It’s all about you.
Has anyone ever told you that? Probably not. Instead, you’re born into the world without a say in the matter, and from day one people are telling you how unimportant you really are, as if you were an uninvited guest intruding on a party. “Think of others first.” “Don’t be selfish.” “Do as you’re told.” “It’s not all about you.”
And yet the people you’re supposed to serve and sacrifice for? They’re all being told the same thing. Servants serving servants serving servants. None of us has a right to exist for our own sake. It’s servants all the way down.
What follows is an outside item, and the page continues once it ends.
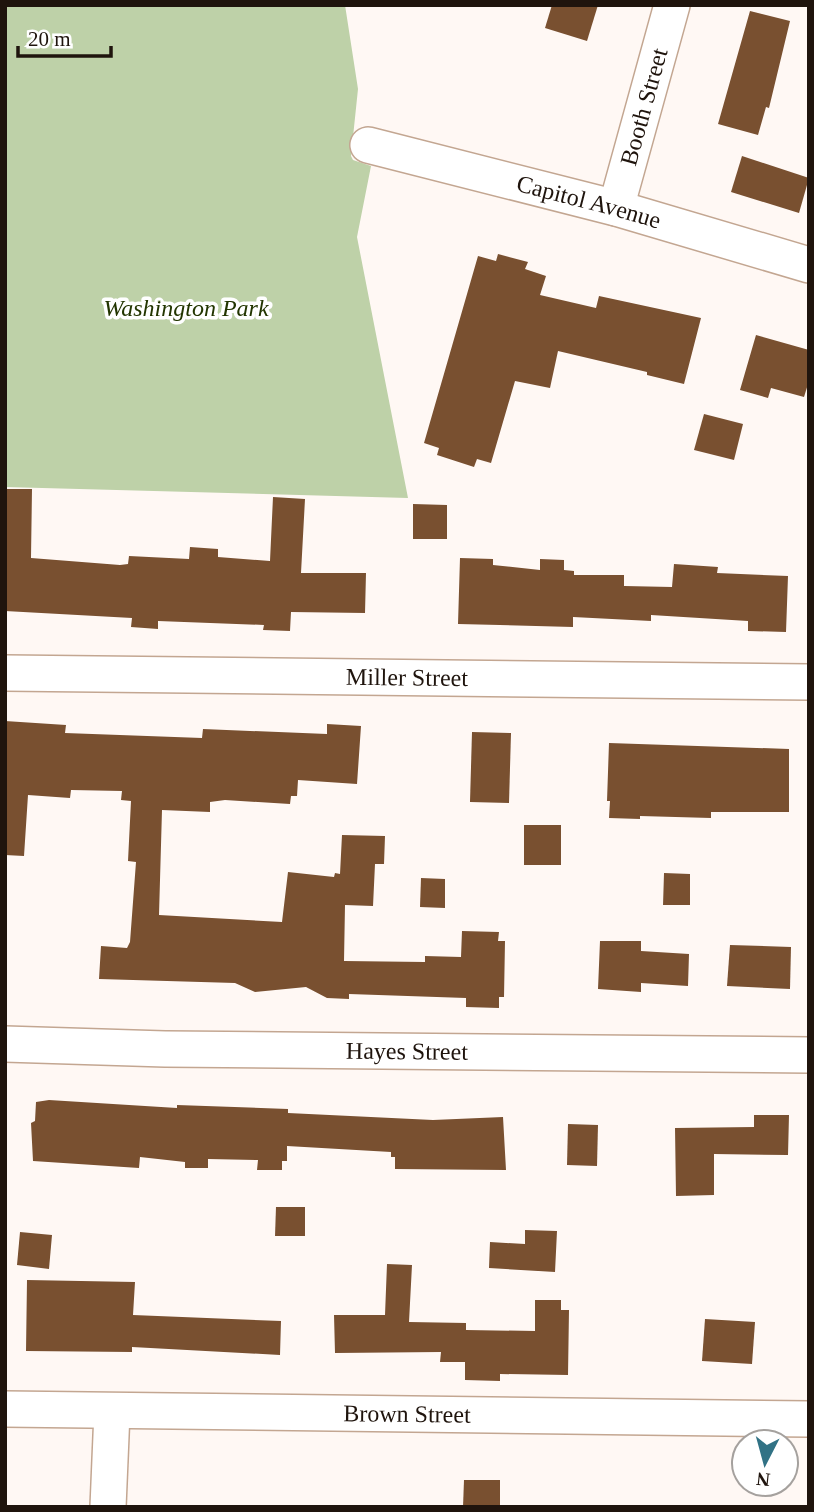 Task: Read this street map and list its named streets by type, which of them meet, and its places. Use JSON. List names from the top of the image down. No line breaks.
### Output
{"streets":{"street":["Booth Street","Capitol Avenue","Miller Street","Hayes Street","Brown Street"]},"crossings":[["Booth Street","Capitol Avenue"]],"parks":["Washington Park"],"scale_bar":"20 m","north":"bottom"}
Few people really believe that, of course. Most parents want their kids to be happy, to find fulfilling jobs, passionate romances—not join a monastery or start a soup kitchen. I’ve yet to meet a parent who thinks of other people’s children first. They say things like “think of others first” because they believe they’re supposed to say it—and because they believe that thinking of yourself is a given. Telling people to value their own happiness is supposed to be as pointless as telling them to breathe. They do that automatically. The real challenge in life is learning to rein in their innate selfishness for the sake of others.
Really?
As a parent, coach, mentor, and long-time human being, nothing is more obvious to me than that people do not automatically value their own lives and happiness—and that, even when they do, knowing how to make the most of their lives and actually achieve their happiness is the most daunting challenge a person will ever face.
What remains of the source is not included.